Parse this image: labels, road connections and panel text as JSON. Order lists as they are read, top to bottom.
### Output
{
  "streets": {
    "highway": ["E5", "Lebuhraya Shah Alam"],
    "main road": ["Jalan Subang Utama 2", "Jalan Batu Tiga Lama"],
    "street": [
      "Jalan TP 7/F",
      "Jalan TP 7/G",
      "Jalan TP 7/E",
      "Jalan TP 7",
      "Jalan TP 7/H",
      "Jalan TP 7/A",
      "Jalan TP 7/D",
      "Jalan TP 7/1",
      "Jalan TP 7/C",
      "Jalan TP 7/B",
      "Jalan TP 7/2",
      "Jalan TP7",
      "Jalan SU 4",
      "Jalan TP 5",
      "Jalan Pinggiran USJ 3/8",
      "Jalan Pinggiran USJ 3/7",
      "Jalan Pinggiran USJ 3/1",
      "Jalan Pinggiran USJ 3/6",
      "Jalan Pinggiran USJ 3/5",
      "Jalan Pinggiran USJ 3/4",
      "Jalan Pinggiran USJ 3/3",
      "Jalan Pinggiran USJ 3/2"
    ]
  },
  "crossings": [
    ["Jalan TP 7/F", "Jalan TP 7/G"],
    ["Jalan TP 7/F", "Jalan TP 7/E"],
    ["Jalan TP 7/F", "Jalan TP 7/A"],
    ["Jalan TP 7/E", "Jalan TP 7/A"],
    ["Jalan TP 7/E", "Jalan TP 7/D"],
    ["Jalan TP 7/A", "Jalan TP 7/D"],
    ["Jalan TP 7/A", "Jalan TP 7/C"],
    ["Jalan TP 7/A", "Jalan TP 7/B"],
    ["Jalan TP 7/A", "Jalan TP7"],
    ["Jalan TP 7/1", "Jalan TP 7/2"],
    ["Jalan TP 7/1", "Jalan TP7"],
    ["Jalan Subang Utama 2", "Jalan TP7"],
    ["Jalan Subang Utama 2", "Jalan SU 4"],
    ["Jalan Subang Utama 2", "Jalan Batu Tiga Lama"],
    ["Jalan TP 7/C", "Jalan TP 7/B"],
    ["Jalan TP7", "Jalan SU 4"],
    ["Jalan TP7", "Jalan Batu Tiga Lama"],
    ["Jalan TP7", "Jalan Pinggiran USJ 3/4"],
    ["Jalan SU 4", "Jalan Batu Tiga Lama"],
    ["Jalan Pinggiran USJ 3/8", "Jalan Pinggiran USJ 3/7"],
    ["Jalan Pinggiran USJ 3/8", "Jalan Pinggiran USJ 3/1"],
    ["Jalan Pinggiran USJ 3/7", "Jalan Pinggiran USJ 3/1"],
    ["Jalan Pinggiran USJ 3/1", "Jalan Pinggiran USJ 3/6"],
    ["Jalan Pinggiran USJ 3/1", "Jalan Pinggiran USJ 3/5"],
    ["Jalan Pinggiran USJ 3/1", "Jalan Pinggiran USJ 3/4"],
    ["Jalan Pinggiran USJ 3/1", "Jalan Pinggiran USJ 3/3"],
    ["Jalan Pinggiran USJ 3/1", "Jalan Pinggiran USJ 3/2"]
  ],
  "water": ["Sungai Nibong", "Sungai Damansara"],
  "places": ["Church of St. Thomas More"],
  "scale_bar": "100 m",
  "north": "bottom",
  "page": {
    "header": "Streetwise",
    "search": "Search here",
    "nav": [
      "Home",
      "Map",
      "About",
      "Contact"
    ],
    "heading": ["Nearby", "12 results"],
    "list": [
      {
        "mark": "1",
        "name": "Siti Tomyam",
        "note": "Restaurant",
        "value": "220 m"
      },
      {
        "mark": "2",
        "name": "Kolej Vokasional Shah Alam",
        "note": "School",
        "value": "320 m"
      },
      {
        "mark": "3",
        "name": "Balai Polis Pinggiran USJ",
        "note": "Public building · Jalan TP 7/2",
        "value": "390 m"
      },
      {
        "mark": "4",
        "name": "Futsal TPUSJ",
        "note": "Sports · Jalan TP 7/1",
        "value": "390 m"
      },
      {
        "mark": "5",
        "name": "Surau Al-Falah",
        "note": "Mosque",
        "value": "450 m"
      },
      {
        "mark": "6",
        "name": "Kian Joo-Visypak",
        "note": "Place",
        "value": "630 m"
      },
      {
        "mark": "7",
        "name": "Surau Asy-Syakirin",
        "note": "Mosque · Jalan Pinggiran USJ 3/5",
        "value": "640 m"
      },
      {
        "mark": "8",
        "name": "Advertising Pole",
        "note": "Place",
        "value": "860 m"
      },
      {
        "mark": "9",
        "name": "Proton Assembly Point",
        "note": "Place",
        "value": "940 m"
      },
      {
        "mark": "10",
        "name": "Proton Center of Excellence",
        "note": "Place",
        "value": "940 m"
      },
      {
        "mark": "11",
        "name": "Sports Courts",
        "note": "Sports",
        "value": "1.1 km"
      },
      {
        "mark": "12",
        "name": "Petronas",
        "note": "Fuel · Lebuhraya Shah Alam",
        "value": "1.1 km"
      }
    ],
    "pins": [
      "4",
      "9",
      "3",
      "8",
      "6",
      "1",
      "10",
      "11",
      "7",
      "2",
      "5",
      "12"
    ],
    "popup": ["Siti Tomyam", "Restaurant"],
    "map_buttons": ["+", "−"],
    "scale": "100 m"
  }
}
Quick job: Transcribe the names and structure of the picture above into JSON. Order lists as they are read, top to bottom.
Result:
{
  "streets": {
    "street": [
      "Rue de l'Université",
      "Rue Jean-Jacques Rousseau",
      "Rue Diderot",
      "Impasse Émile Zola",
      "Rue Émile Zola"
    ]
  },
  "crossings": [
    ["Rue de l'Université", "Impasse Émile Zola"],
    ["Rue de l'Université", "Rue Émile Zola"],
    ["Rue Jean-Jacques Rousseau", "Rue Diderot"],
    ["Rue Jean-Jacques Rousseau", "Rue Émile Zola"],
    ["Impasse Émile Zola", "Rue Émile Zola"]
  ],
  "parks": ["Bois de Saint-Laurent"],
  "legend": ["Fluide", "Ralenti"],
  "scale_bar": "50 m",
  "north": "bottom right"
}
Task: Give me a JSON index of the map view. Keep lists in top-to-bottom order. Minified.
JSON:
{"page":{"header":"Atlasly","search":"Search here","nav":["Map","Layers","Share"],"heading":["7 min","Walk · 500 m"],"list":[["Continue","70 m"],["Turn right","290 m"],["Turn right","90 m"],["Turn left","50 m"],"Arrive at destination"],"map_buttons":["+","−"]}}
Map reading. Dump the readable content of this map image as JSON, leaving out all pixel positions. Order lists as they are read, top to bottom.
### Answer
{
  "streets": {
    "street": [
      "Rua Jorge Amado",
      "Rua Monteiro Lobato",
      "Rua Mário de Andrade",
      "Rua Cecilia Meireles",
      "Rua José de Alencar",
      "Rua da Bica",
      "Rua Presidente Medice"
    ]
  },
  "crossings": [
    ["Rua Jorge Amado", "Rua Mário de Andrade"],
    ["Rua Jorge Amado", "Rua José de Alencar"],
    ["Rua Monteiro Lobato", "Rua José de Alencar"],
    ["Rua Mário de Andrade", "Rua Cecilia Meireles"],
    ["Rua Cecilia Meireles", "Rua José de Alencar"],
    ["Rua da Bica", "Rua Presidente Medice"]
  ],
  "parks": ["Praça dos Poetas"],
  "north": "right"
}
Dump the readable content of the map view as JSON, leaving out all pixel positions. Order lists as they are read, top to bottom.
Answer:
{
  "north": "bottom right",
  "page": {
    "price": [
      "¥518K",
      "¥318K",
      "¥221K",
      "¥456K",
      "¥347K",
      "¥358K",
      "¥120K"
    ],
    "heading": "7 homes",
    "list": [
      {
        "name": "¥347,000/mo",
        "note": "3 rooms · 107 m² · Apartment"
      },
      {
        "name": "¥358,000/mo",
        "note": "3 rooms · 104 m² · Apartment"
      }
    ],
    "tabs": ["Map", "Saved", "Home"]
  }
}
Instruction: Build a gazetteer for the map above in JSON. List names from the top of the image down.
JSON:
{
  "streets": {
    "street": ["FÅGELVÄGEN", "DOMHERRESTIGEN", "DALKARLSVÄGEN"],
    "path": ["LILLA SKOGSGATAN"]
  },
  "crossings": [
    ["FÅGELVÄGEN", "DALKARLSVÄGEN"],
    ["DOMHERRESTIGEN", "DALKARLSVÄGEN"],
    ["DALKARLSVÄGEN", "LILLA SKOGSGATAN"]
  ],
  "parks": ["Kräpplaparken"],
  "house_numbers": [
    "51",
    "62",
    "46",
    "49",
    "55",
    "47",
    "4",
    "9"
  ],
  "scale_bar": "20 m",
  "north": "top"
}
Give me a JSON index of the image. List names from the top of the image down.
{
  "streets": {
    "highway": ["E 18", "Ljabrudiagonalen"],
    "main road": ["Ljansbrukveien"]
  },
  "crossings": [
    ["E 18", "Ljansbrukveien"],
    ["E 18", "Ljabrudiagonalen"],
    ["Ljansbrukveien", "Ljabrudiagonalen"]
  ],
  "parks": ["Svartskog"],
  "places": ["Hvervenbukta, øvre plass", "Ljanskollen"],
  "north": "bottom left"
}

» WHAT IS REQUIRED:
The answer consists of the lines above that include the word "right", each copied exactly.

» ANSWER SPACE:
  "north": "bottom right"
{"page":{"header":"Atlasly","search":"Search here","nav":["Map","Layers","Share"],"heading":["7 min","Walk · 500 m"],"list":[["Continue","70 m"],["Turn right","290 m"],["Turn right","90 m"],["Turn left","50 m"],"Arrive at destination"],"map_buttons":["+","−"]}}
  "north": "right"
  "north": "bottom right",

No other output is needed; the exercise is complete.